Dave Van Ronk always took pride in the fact that, having started on the folk scene as part of the traditionalist wing (which he dubbed the “neo-ethnics”), he became at least equally known for his interpretations of material by the new wave of songwriters who emerged in the 1960s. For a while in the latter half of that decade he had some major label money behind him, and hopes of getting hits and breaking out of the coffeehouse scene, and his prospective tickets were interpretations of songs by friends like Joni Mitchell and Leonard Cohen, or Bertolt Brecht, or Jacques Brel, or Randy Newman, or… Peter Stampfel.

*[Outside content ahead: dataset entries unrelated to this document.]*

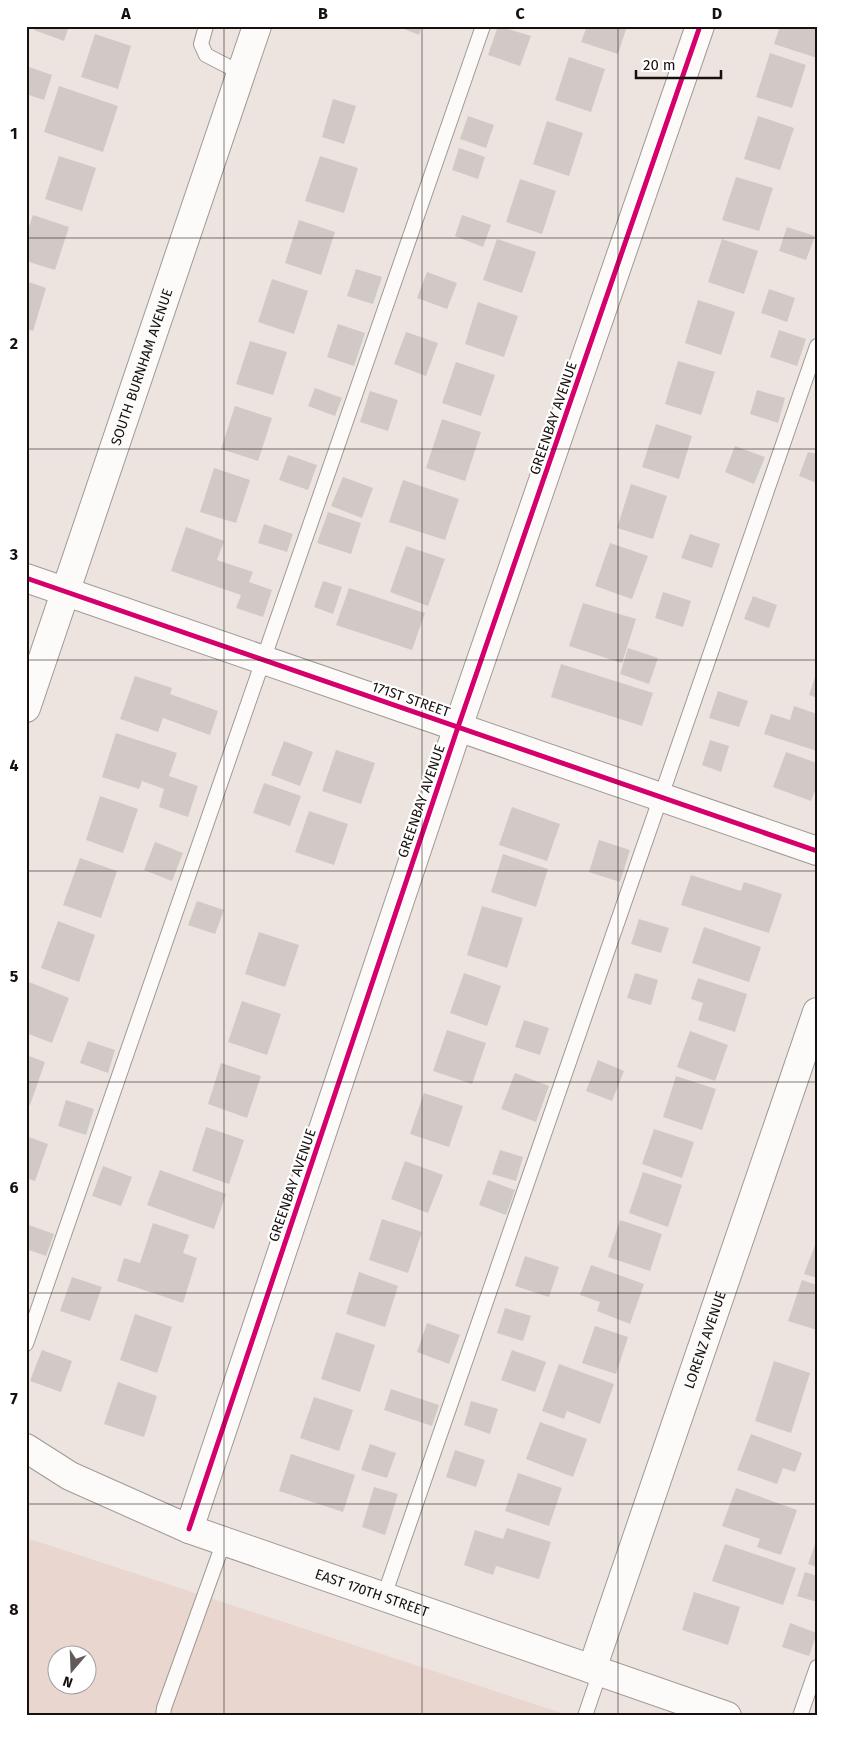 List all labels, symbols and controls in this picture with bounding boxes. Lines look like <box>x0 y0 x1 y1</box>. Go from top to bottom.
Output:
text: A <box>120 4 131 23</box>
text: B <box>318 4 328 23</box>
text: C <box>515 4 525 23</box>
text: D <box>712 4 722 23</box>
scale bar <box>636 48 720 80</box>
text: 20 m <box>643 56 676 74</box>
text: 1 <box>10 124 18 143</box>
street label: SOUTH BURNHAM AVENUE <box>108 286 176 448</box>
text: 2 <box>10 334 18 353</box>
street label: GREENBAY AVENUE <box>526 359 581 477</box>
text: 3 <box>9 545 18 564</box>
street label: 171ST STREET <box>369 678 453 721</box>
street label: GREENBAY AVENUE <box>394 742 449 860</box>
text: 4 <box>9 756 19 775</box>
text: 5 <box>10 967 19 986</box>
street label: GREENBAY AVENUE <box>265 1126 320 1244</box>
text: 6 <box>9 1178 19 1197</box>
street label: LORENZ AVENUE <box>681 1289 730 1391</box>
text: 7 <box>10 1389 18 1408</box>
street label: EAST 170TH STREET <box>313 1565 431 1621</box>
text: 8 <box>9 1600 19 1619</box>
north arrow <box>48 1644 98 1694</box>
text: N <box>61 1672 75 1691</box> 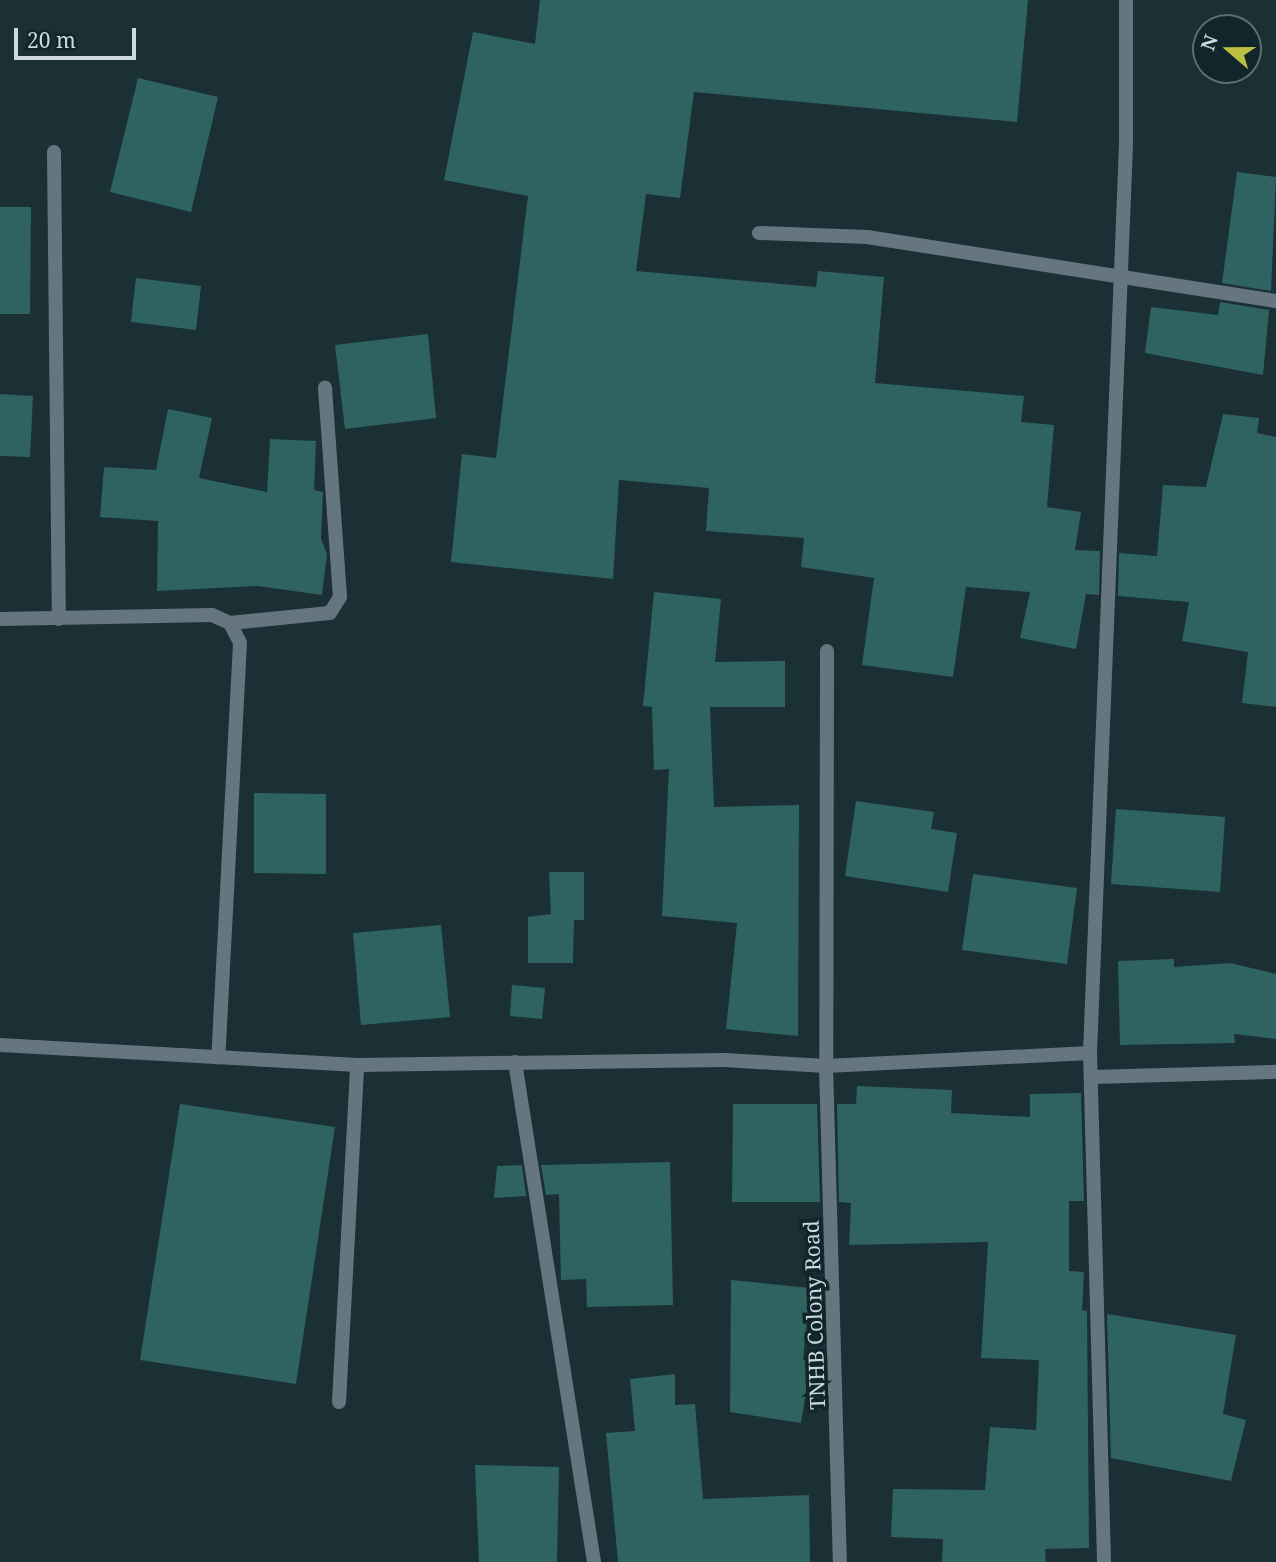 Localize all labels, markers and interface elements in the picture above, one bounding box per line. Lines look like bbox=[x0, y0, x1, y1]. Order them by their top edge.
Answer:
scale bar bbox=[18, 14, 140, 58]
north arrow bbox=[1192, 14, 1262, 84]
text: 20 m bbox=[27, 26, 76, 54]
text: N bbox=[1194, 31, 1224, 54]
street label: TNHB Colony Road bbox=[798, 1220, 830, 1410] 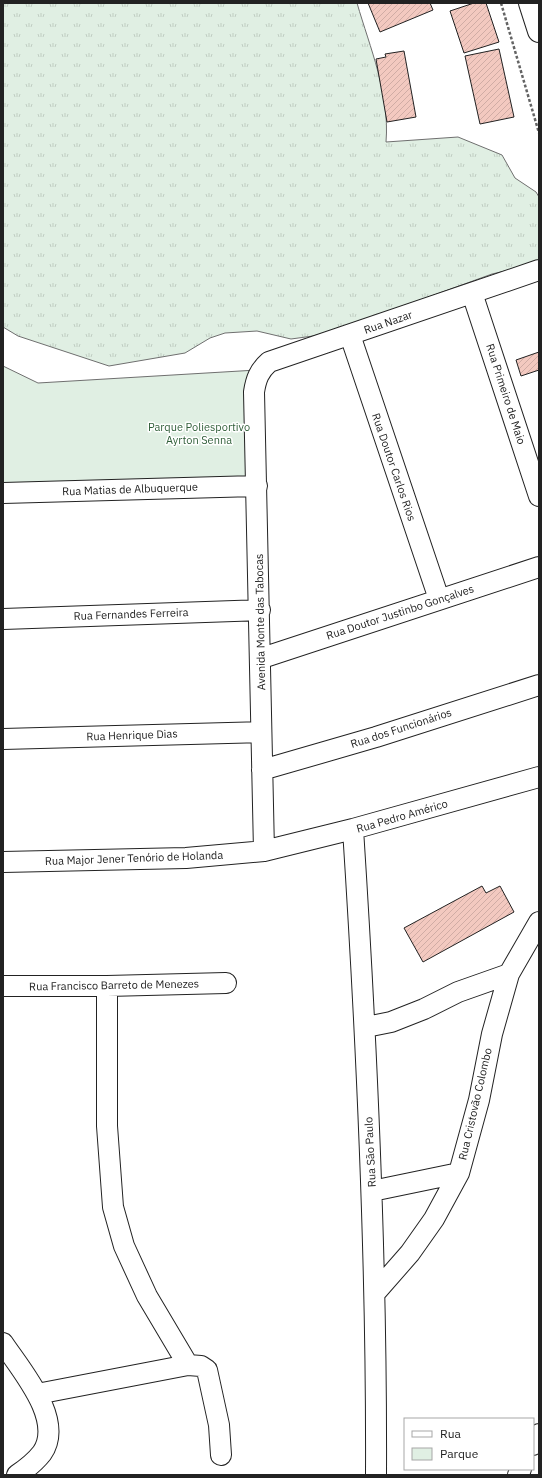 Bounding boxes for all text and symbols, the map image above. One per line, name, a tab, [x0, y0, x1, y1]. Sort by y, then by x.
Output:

Dave was an early and avid supporter of Mitchell, but it is rarely noted that the album on which he first recorded one of her songs also had a Stampfel song, and his most solidly singer-songwriter album of the 1960s had two Stampfel songs. He thought Peter a transcendent genius, and although this rococo Roy-Rogers-on-mescaline cowboy song was the only item of Stampfeliana that remained in his repertoire in later years, that was because the others required more accompaniment than his guitar — for example, the avant-garde art-rock cacophony of “Romping Through the Swamp” (the link is to a live recording with the Hudson Dusters, even weirder than the LP version). He kept singing “Random Canyon” throughout his career, often as a concert closer — the obvious place for it, since it rose to a raucous, howling finale, ending with a shouted, sustained note that was so perfectly, magnificently, painfully off-pitch that it was a work of art and invariably left the crowd pleading for an encore.
The only time I heard Dave sing this near the beginning of a set, it was a disaster and one of the greatest shows I ever heard him do, because as he hit that final note, he broke the D string on his guitar, and he didn’t have a spare. It was second set, the stores were closed, the opening act had gone home, so he had no choice but to do the rest of the concert a cappella. He sang blues, he sang Brecht, he sang children’s songs from his Brooklyn youth… it was one of the most varied and fascinating performances I’ve ever seen.
As for me, I learned “Random Canyon” because how could anyone hear this lyric and not want to learn it?
It is to ordinary cowboy songs what Antoni Gaudí’s Catedral de la Sagrada Familia is to a clapboard country church.